Aim of the exercise: Search the listing for the string "setLineDash" and copy every line that contains it.

Input material:

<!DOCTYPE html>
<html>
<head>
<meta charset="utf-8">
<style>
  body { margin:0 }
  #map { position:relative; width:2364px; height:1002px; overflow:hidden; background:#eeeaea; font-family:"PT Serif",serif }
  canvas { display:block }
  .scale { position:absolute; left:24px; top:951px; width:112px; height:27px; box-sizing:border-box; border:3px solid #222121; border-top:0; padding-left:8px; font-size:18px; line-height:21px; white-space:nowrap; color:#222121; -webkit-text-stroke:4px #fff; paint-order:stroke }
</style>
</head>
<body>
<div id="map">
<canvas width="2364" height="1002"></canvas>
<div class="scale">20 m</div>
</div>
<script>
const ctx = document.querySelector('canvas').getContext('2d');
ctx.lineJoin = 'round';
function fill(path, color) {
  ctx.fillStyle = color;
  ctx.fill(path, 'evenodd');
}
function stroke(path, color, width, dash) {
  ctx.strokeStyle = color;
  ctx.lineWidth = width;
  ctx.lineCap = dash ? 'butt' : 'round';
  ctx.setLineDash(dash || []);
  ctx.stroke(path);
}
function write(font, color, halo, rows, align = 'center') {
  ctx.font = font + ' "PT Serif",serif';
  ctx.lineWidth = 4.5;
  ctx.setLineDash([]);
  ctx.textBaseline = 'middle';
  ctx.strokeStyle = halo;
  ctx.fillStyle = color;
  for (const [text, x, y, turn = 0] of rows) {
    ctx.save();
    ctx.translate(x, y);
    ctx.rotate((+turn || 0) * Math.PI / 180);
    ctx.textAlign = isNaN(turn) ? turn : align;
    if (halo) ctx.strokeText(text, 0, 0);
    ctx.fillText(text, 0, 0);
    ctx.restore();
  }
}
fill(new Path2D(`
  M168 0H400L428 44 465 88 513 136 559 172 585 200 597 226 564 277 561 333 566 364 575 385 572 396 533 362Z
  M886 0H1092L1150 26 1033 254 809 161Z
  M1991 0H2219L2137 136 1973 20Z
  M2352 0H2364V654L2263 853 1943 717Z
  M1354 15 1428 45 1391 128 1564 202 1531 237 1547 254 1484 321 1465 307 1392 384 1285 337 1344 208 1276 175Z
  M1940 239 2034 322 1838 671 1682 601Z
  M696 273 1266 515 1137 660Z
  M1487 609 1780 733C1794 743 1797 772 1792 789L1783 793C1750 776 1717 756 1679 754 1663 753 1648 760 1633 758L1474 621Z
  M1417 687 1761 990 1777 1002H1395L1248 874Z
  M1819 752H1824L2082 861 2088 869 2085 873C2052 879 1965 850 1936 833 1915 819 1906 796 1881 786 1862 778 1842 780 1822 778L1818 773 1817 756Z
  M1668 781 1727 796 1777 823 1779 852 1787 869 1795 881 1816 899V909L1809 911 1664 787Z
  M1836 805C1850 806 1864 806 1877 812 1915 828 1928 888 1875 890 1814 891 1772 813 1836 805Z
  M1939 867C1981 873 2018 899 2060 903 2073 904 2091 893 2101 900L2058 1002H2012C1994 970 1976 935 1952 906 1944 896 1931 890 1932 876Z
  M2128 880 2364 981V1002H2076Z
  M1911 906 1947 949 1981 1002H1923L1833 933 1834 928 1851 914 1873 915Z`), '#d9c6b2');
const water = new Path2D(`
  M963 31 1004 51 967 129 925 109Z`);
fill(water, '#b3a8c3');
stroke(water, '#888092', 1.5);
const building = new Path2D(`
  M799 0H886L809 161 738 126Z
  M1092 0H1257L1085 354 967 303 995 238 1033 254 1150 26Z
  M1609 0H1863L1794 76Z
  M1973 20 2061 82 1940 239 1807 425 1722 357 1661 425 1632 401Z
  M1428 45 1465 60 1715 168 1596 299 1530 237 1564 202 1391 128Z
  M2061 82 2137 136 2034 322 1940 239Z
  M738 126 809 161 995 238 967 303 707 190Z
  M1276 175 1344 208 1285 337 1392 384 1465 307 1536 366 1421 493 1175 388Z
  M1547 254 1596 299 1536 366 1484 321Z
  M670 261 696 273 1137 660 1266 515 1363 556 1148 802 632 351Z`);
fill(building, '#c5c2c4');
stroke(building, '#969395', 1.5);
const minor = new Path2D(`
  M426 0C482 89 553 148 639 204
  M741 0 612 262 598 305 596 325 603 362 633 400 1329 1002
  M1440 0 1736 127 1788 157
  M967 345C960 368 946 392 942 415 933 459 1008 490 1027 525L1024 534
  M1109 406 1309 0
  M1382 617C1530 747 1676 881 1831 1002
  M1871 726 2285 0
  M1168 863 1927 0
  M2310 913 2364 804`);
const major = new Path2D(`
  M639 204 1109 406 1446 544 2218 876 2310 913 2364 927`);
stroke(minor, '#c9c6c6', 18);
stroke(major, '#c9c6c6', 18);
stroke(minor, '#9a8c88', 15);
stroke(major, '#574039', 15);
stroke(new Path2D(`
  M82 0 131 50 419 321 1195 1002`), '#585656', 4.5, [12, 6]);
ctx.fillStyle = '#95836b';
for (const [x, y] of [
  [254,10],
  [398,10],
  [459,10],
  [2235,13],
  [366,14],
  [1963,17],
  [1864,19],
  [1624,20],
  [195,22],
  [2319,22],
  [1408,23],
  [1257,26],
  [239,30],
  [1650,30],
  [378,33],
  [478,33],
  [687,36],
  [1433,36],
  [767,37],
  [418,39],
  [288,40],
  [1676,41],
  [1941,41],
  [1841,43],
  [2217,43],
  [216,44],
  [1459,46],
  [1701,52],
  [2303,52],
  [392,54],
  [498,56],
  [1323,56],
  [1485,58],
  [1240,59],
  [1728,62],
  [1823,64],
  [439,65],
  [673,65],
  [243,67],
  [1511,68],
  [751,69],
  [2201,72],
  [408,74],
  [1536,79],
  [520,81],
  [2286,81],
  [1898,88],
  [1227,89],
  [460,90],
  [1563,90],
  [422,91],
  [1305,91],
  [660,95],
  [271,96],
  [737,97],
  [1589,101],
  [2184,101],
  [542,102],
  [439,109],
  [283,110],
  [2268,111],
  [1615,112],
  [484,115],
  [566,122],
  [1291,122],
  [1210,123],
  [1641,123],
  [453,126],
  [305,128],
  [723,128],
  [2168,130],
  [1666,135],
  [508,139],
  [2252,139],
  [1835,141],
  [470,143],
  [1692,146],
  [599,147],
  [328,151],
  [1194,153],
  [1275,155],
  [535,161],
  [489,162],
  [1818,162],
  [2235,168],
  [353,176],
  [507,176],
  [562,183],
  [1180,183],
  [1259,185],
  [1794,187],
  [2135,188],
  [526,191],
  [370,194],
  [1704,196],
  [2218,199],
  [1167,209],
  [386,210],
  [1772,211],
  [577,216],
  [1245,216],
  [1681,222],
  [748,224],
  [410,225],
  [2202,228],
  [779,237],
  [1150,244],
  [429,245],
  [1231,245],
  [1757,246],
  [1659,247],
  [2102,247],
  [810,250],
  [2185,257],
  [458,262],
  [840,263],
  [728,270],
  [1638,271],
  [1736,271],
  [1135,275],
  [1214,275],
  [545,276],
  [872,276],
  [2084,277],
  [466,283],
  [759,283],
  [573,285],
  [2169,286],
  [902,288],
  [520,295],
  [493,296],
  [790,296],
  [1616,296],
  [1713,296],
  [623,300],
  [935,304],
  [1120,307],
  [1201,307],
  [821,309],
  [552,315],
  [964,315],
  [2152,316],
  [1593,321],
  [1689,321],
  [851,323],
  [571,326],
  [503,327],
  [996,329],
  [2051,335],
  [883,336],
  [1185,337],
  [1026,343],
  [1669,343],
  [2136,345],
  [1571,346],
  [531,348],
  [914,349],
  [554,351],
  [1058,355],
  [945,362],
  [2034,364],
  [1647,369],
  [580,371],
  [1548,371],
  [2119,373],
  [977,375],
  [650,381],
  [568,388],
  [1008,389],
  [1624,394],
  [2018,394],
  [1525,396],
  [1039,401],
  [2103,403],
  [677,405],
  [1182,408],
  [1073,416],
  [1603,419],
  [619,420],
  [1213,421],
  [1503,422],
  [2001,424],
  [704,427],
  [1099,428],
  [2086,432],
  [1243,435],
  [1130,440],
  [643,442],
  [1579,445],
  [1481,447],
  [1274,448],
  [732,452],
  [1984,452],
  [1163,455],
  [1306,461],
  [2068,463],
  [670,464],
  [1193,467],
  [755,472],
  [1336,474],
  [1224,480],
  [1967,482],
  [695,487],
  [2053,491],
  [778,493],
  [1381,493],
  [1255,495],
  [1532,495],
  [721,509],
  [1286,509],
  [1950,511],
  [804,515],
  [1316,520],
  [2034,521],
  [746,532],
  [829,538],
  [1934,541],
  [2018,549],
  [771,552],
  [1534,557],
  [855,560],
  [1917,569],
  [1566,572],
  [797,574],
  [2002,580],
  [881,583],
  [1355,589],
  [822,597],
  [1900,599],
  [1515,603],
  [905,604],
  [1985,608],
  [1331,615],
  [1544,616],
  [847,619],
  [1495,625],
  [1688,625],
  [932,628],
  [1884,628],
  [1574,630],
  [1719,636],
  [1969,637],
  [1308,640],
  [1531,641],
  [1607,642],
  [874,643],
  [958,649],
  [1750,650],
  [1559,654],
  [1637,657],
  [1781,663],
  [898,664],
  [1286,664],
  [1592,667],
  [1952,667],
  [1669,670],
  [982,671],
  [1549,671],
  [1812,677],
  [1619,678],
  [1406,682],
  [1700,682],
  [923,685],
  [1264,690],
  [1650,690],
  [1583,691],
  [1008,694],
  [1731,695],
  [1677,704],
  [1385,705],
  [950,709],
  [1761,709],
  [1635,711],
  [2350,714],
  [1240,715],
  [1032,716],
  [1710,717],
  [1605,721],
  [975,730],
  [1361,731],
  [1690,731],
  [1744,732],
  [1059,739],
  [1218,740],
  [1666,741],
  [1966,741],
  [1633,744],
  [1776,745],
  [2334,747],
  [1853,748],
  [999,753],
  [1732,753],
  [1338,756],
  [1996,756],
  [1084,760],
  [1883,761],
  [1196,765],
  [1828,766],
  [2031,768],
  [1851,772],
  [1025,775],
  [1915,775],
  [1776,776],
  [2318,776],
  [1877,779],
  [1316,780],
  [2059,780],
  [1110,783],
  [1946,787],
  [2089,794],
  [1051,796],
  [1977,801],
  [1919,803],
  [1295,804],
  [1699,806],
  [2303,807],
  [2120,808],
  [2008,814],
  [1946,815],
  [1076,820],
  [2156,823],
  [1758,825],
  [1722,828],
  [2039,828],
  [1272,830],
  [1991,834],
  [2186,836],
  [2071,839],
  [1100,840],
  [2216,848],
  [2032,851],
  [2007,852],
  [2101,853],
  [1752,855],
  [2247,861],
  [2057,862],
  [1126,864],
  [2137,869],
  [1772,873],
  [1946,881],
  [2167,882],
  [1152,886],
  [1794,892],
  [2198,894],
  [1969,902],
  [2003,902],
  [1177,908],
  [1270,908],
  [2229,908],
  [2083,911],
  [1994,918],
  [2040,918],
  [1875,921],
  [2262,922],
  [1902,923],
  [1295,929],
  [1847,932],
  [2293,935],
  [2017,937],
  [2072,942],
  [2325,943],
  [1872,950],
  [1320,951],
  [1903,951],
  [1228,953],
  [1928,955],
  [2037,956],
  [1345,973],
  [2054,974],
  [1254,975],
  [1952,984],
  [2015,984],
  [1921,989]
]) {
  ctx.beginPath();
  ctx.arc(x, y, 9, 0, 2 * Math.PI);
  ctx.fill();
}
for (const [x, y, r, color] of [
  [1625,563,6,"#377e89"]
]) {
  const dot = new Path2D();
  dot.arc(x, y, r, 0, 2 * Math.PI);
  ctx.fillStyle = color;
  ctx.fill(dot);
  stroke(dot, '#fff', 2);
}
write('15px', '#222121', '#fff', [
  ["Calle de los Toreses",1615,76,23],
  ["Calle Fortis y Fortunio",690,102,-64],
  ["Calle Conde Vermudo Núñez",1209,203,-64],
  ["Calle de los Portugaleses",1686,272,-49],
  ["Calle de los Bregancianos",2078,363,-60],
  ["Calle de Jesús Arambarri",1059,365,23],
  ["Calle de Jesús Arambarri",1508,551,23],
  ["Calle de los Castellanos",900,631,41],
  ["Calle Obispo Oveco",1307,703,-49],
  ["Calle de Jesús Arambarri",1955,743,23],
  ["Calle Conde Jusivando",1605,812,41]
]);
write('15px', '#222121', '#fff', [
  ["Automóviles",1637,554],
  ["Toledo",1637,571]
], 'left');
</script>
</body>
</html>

Solution:
  ctx.setLineDash(dash || []);
  ctx.setLineDash([]);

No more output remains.